(Recorded data)
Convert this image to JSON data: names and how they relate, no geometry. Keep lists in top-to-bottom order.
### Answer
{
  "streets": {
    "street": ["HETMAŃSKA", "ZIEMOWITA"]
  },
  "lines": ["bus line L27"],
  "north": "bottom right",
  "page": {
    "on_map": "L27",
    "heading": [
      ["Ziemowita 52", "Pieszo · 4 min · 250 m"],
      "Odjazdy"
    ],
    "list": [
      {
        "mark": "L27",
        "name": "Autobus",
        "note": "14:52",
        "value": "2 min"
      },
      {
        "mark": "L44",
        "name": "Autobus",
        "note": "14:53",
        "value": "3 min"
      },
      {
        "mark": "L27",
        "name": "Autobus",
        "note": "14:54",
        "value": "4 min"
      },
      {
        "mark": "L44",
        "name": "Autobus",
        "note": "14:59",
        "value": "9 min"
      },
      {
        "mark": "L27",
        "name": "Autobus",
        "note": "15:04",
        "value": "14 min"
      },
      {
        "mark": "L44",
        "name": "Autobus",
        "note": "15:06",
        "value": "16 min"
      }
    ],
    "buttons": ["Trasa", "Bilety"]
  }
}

→ **Work to be completed**:
What is the number of lines in the entries above that contain the word "bottom"? Answer with that number only.

→ **Output of the task**:
2